- _Exercise goal_: Would you print the data below exactly, leaving out every picture?

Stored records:
= Beginning of Section =

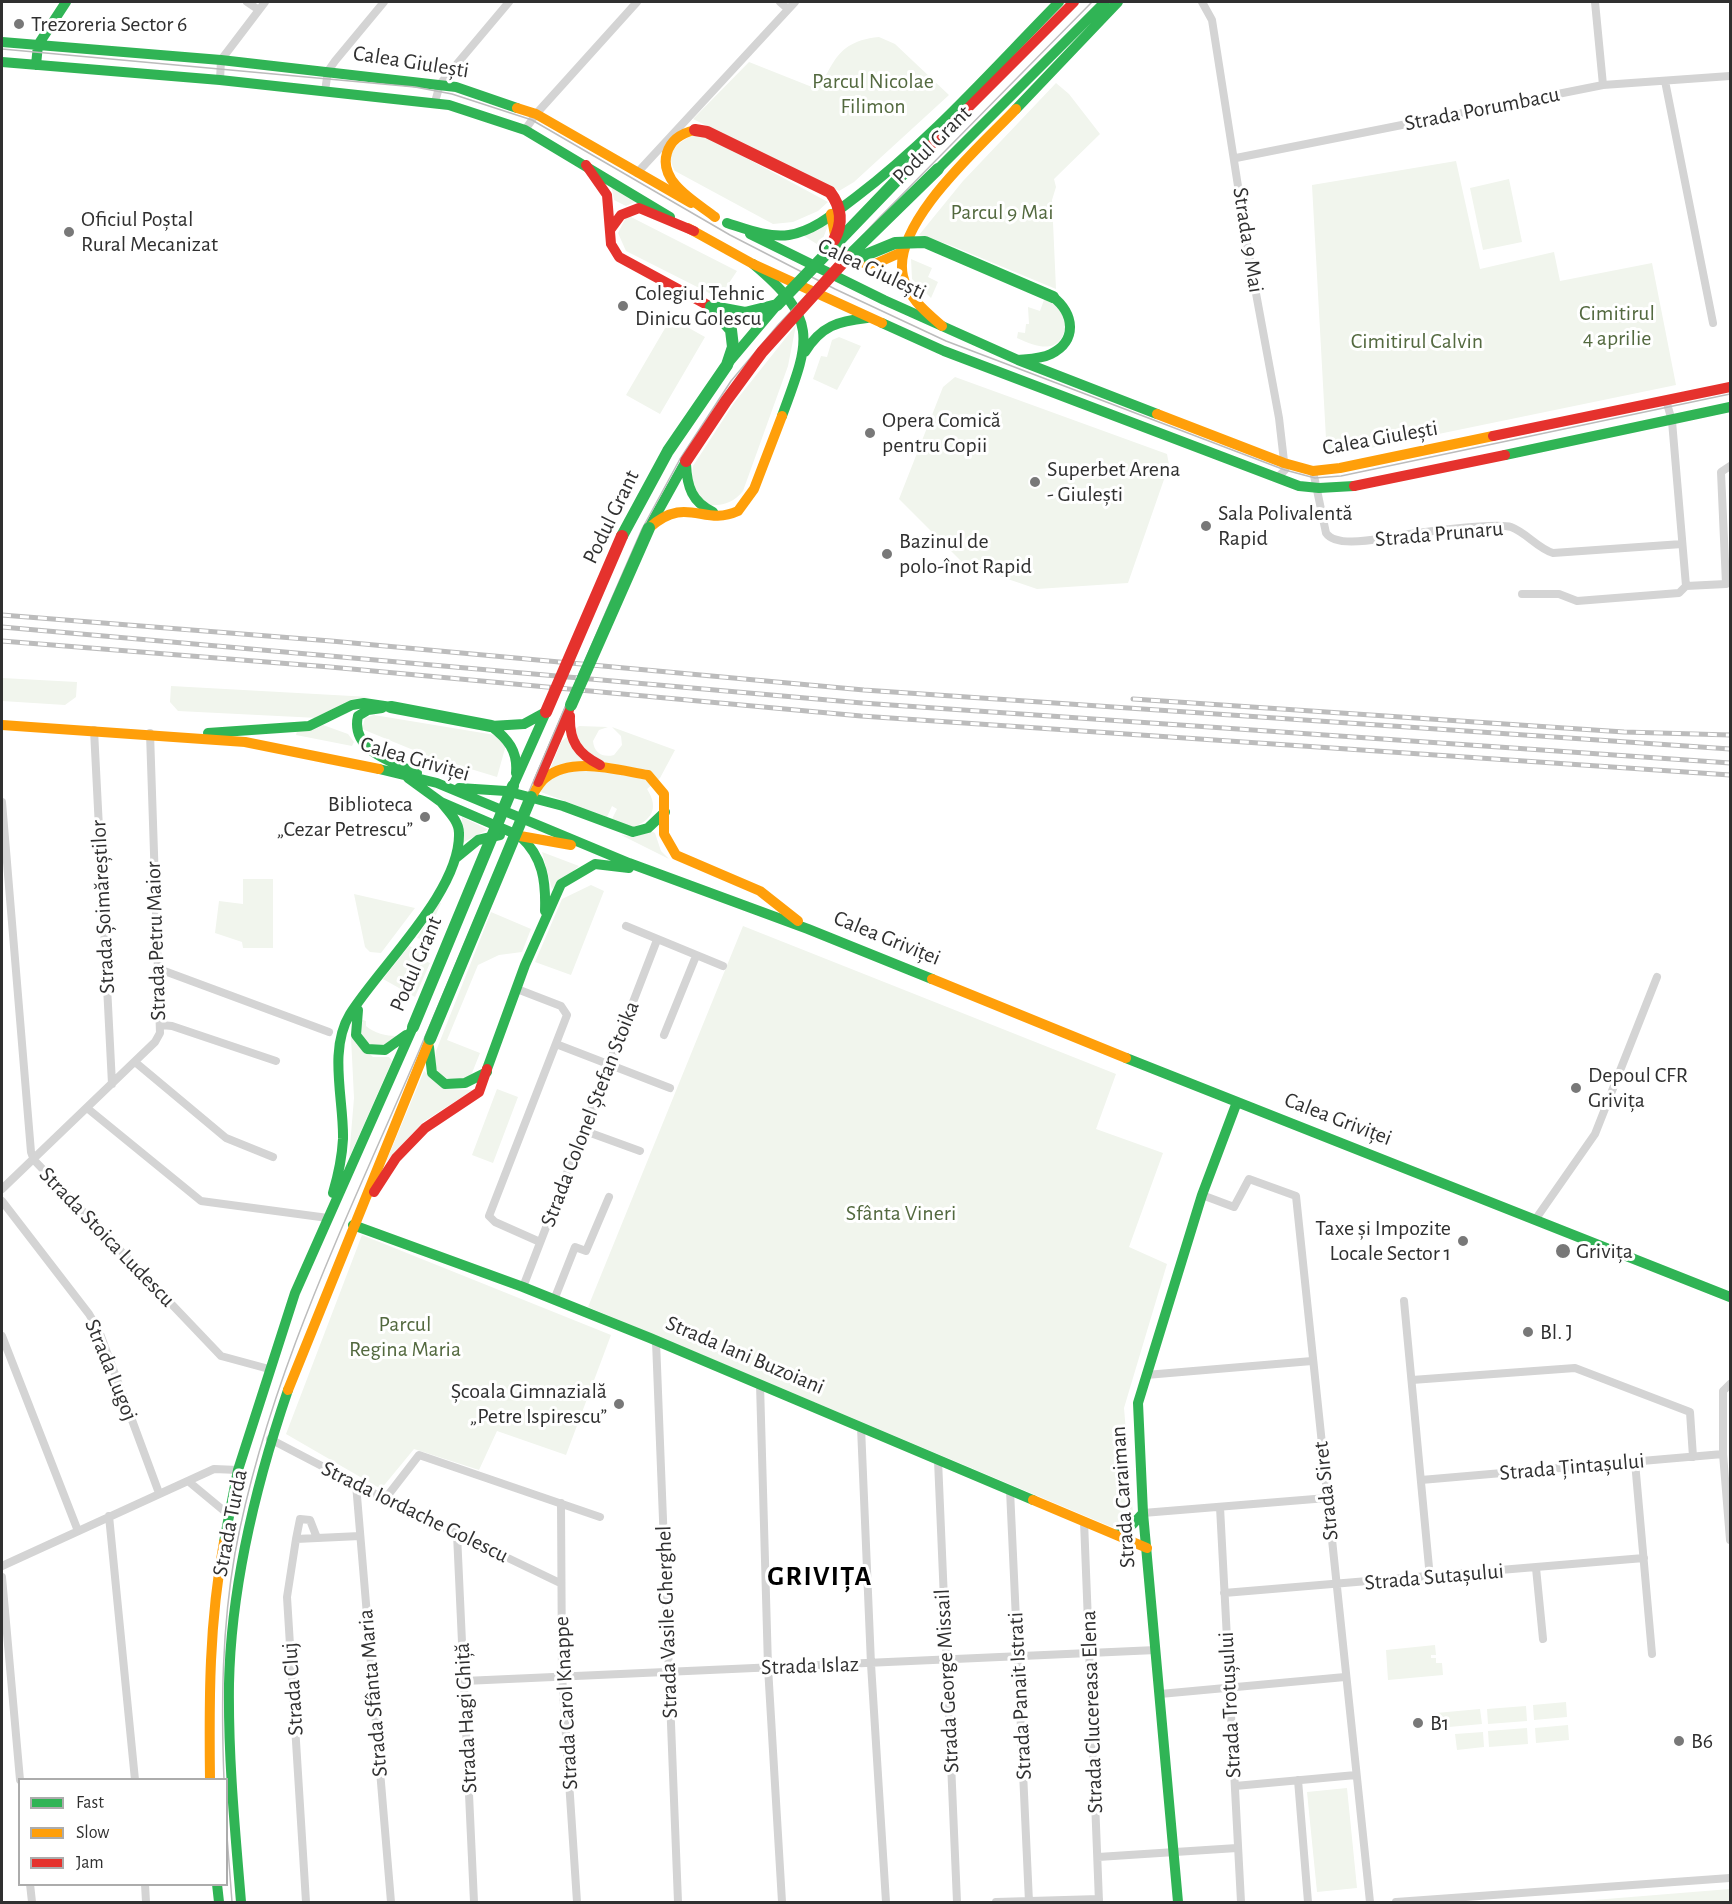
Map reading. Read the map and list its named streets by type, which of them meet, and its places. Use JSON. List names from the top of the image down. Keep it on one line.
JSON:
{"streets":{"main road":["Calea Giulești","Podul Grant","Calea Griviței","Strada Iani Buzoiani","Strada Caraiman","Strada Turda"],"street":["Strada Porumbacu","Strada 9 Mai","Strada Prunaru","Strada Șoimăreștilor","Strada Petru Maior","Strada Colonel Ștefan Stoika","Strada Stoica Ludescu","Strada Lugoj","Strada Țintașului","Strada Siret","Strada Iordache Golescu","Strada Sutașului","Strada Vasile Gherghel","Strada Islaz","Strada George Missail","Strada Cluj","Strada Sfânta Maria","Strada Panait Istrati","Strada Carol Knappe","Strada Trotușului","Strada Clucereasa Elena","Strada Hagi Ghiță"]},"crossings":[["Calea Giulești","Strada 9 Mai"],["Calea Giulești","Strada Prunaru"],["Strada Porumbacu","Strada 9 Mai"],["Podul Grant","Strada Turda"],["Calea Griviței","Strada Șoimăreștilor"],["Calea Griviței","Strada Petru Maior"],["Calea Griviței","Strada Caraiman"],["Strada Șoimăreștilor","Strada Petru Maior"],["Strada Petru Maior","Strada Stoica Ludescu"],["Strada Colonel Ștefan Stoika","Strada Iani Buzoiani"],["Strada Stoica Ludescu","Strada Turda"],["Strada Iani Buzoiani","Strada Caraiman"],["Strada Iani Buzoiani","Strada Turda"],["Strada Iani Buzoiani","Strada Vasile Gherghel"],["Strada Iani Buzoiani","Strada George Missail"],["Strada Iani Buzoiani","Strada Panait Istrati"],["Strada Iani Buzoiani","Strada Clucereasa Elena"],["Strada Siret","Strada Caraiman"],["Strada Siret","Strada Sutașului"],["Strada Caraiman","Strada Islaz"],["Strada Iordache Golescu","Strada Turda"],["Strada Iordache Golescu","Strada Sfânta Maria"],["Strada Iordache Golescu","Strada Carol Knappe"],["Strada Iordache Golescu","Strada Hagi Ghiță"],["Strada Sutașului","Strada Trotușului"],["Strada Vasile Gherghel","Strada Islaz"],["Strada Islaz","Strada George Missail"],["Strada Islaz","Strada Panait Istrati"],["Strada Islaz","Strada Carol Knappe"],["Strada Islaz","Strada Clucereasa Elena"],["Strada Islaz","Strada Hagi Ghiță"]],"districts":["GRIVIȚA"],"parks":["Parcul Nicolae Filimon","Parcul 9 Mai","Cimitirul 4 aprilie","Cimitirul Calvin","Sfânta Vineri","Parcul Regina Maria"],"places":["Trezoreria Sector 6","Oficiul Poștal Rural Mecanizat","Colegiul Tehnic Dinicu Golescu","Opera Comică pentru Copii","Superbet Arena - Giulești","Sala Polivalentă Rapid","Bazinul de polo-înot Rapid","Biblioteca „Cezar Petrescu”","Depoul CFR Grivița","Taxe și Impozite Locale Sector 1","Grivița","Bl. J","Școala Gimnazială „Petre Ispirescu”","B1","B6"],"legend":["Fast","Slow","Jam"]}
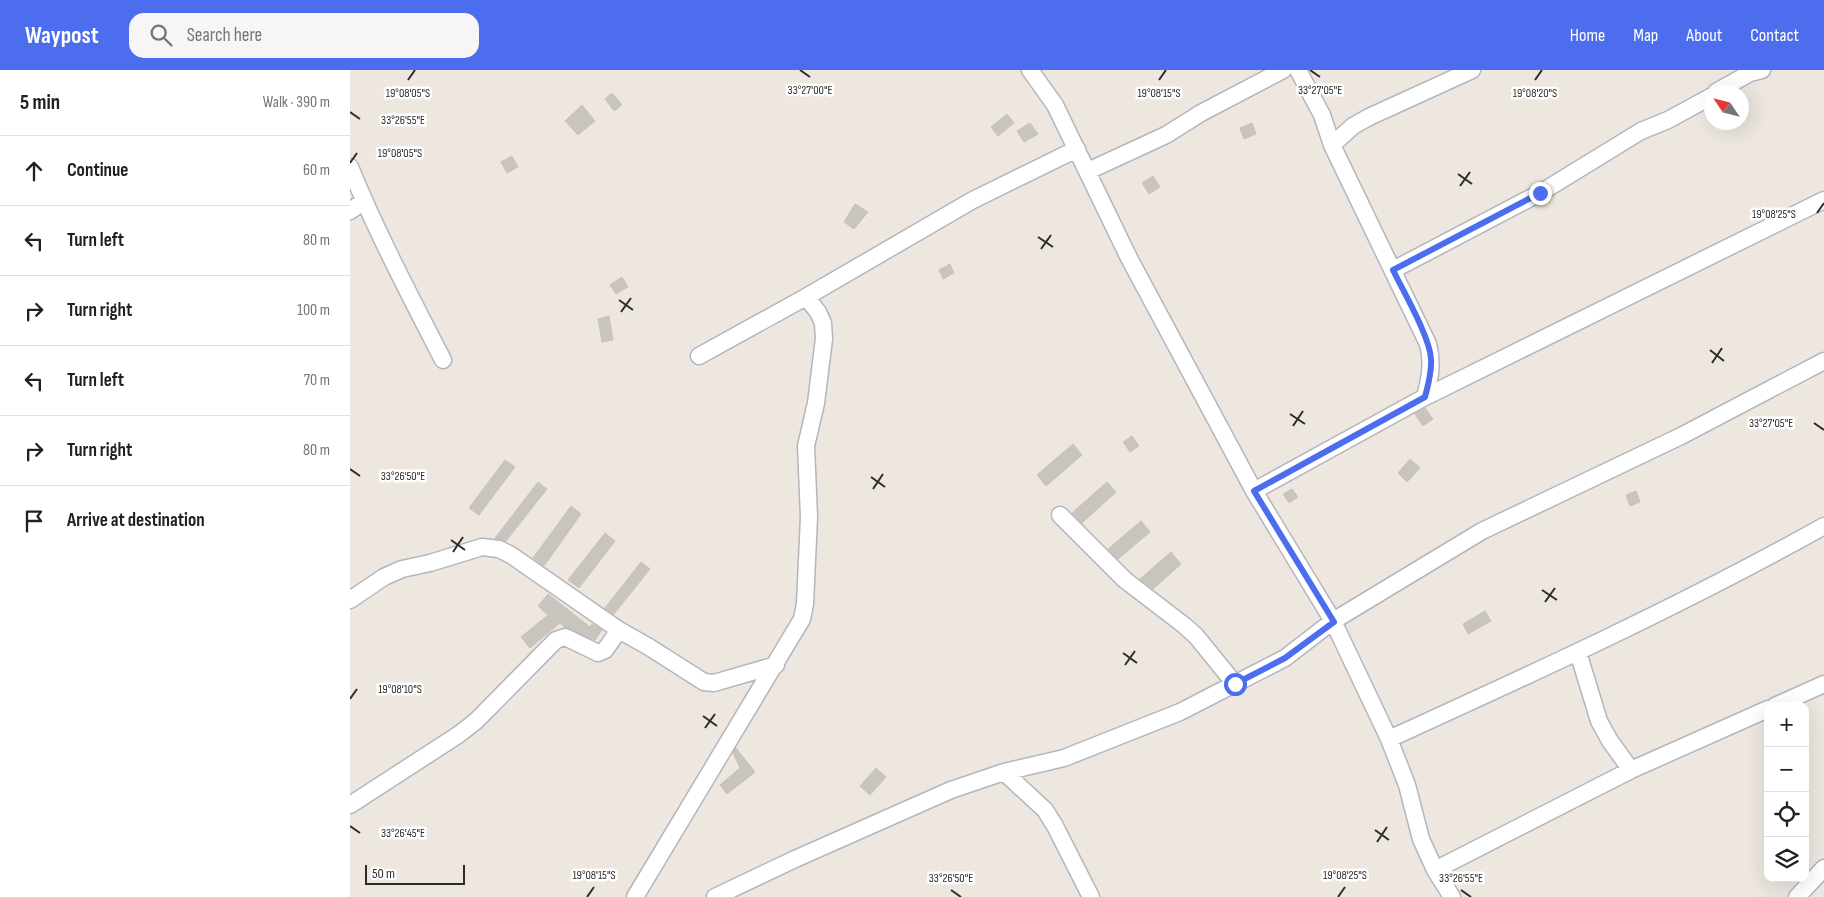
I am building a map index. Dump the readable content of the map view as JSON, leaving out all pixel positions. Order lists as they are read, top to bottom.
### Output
{
  "scale_bar": "50 m",
  "north": "top left",
  "page": {
    "header": "Waypost",
    "search": "Search here",
    "nav": [
      "Home",
      "Map",
      "About",
      "Contact"
    ],
    "heading": ["5 min", "Walk · 390 m"],
    "list": [
      ["Continue", "60 m"],
      ["Turn left", "80 m"],
      ["Turn right", "100 m"],
      ["Turn left", "70 m"],
      ["Turn right", "80 m"],
      "Arrive at destination"
    ],
    "map_buttons": ["+", "−"],
    "scale": "50 m"
  },
  "coordinates": [
    "33°27'00\"E",
    "33°27'05\"E",
    "19°08'05\"S",
    "19°08'15\"S",
    "19°08'20\"S",
    "33°26'55\"E",
    "19°08'25\"S",
    "33°26'50\"E",
    "19°08'10\"S",
    "33°26'45\"E"
  ]
}
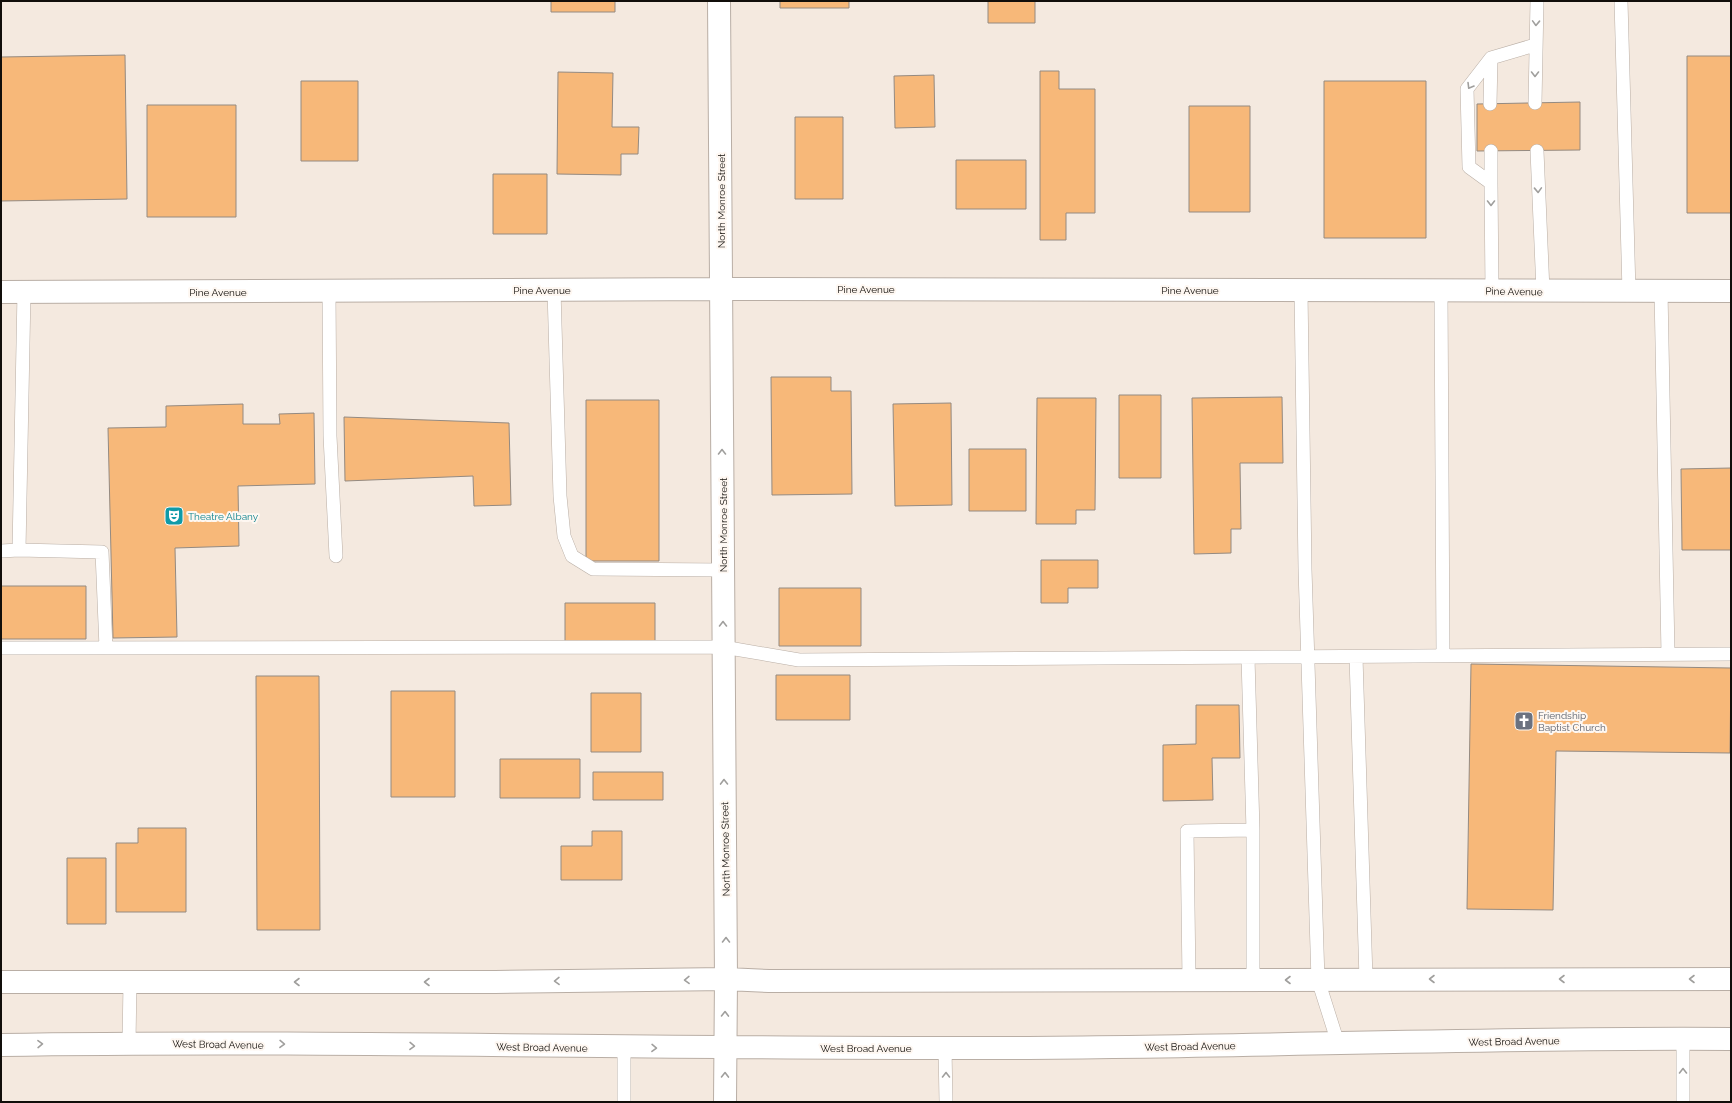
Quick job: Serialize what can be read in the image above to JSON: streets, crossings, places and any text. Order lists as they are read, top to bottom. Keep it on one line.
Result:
{"streets":{"main road":["North Monroe Street","Pine Avenue","West Broad Avenue"]},"crossings":[["North Monroe Street","Pine Avenue"],["North Monroe Street","West Broad Avenue"]],"one_way":["North Monroe Street"],"places":{"theatre":["Theatre Albany"],"church":["Friendship Baptist Church"]}}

= End of Section =

- _Final answer_:
Map reading. Read the map and list its named streets by type, which of them meet, and its places. Use JSON. List names from the top of the image down. Keep it on one line.
JSON:
{"streets":{"main road":["Calea Giulești","Podul Grant","Calea Griviței","Strada Iani Buzoiani","Strada Caraiman","Strada Turda"],"street":["Strada Porumbacu","Strada 9 Mai","Strada Prunaru","Strada Șoimăreștilor","Strada Petru Maior","Strada Colonel Ștefan Stoika","Strada Stoica Ludescu","Strada Lugoj","Strada Țintașului","Strada Siret","Strada Iordache Golescu","Strada Sutașului","Strada Vasile Gherghel","Strada Islaz","Strada George Missail","Strada Cluj","Strada Sfânta Maria","Strada Panait Istrati","Strada Carol Knappe","Strada Trotușului","Strada Clucereasa Elena","Strada Hagi Ghiță"]},"crossings":[["Calea Giulești","Strada 9 Mai"],["Calea Giulești","Strada Prunaru"],["Strada Porumbacu","Strada 9 Mai"],["Podul Grant","Strada Turda"],["Calea Griviței","Strada Șoimăreștilor"],["Calea Griviței","Strada Petru Maior"],["Calea Griviței","Strada Caraiman"],["Strada Șoimăreștilor","Strada Petru Maior"],["Strada Petru Maior","Strada Stoica Ludescu"],["Strada Colonel Ștefan Stoika","Strada Iani Buzoiani"],["Strada Stoica Ludescu","Strada Turda"],["Strada Iani Buzoiani","Strada Caraiman"],["Strada Iani Buzoiani","Strada Turda"],["Strada Iani Buzoiani","Strada Vasile Gherghel"],["Strada Iani Buzoiani","Strada George Missail"],["Strada Iani Buzoiani","Strada Panait Istrati"],["Strada Iani Buzoiani","Strada Clucereasa Elena"],["Strada Siret","Strada Caraiman"],["Strada Siret","Strada Sutașului"],["Strada Caraiman","Strada Islaz"],["Strada Iordache Golescu","Strada Turda"],["Strada Iordache Golescu","Strada Sfânta Maria"],["Strada Iordache Golescu","Strada Carol Knappe"],["Strada Iordache Golescu","Strada Hagi Ghiță"],["Strada Sutașului","Strada Trotușului"],["Strada Vasile Gherghel","Strada Islaz"],["Strada Islaz","Strada George Missail"],["Strada Islaz","Strada Panait Istrati"],["Strada Islaz","Strada Carol Knappe"],["Strada Islaz","Strada Clucereasa Elena"],["Strada Islaz","Strada Hagi Ghiță"]],"districts":["GRIVIȚA"],"parks":["Parcul Nicolae Filimon","Parcul 9 Mai","Cimitirul 4 aprilie","Cimitirul Calvin","Sfânta Vineri","Parcul Regina Maria"],"places":["Trezoreria Sector 6","Oficiul Poștal Rural Mecanizat","Colegiul Tehnic Dinicu Golescu","Opera Comică pentru Copii","Superbet Arena - Giulești","Sala Polivalentă Rapid","Bazinul de polo-înot Rapid","Biblioteca „Cezar Petrescu”","Depoul CFR Grivița","Taxe și Impozite Locale Sector 1","Grivița","Bl. J","Școala Gimnazială „Petre Ispirescu”","B1","B6"],"legend":["Fast","Slow","Jam"]}
I am building a map index. Dump the readable content of the map view as JSON, leaving out all pixel positions. Order lists as they are read, top to bottom.
### Output
{
  "scale_bar": "50 m",
  "north": "top left",
  "page": {
    "header": "Waypost",
    "search": "Search here",
    "nav": [
      "Home",
      "Map",
      "About",
      "Contact"
    ],
    "heading": ["5 min", "Walk · 390 m"],
    "list": [
      ["Continue", "60 m"],
      ["Turn left", "80 m"],
      ["Turn right", "100 m"],
      ["Turn left", "70 m"],
      ["Turn right", "80 m"],
      "Arrive at destination"
    ],
    "map_buttons": ["+", "−"],
    "scale": "50 m"
  },
  "coordinates": [
    "33°27'00\"E",
    "33°27'05\"E",
    "19°08'05\"S",
    "19°08'15\"S",
    "19°08'20\"S",
    "33°26'55\"E",
    "19°08'25\"S",
    "33°26'50\"E",
    "19°08'10\"S",
    "33°26'45\"E"
  ]
}
Quick job: Serialize what can be read in the image above to JSON: streets, crossings, places and any text. Order lists as they are read, top to bottom. Keep it on one line.
Result:
{"streets":{"main road":["North Monroe Street","Pine Avenue","West Broad Avenue"]},"crossings":[["North Monroe Street","Pine Avenue"],["North Monroe Street","West Broad Avenue"]],"one_way":["North Monroe Street"],"places":{"theatre":["Theatre Albany"],"church":["Friendship Baptist Church"]}}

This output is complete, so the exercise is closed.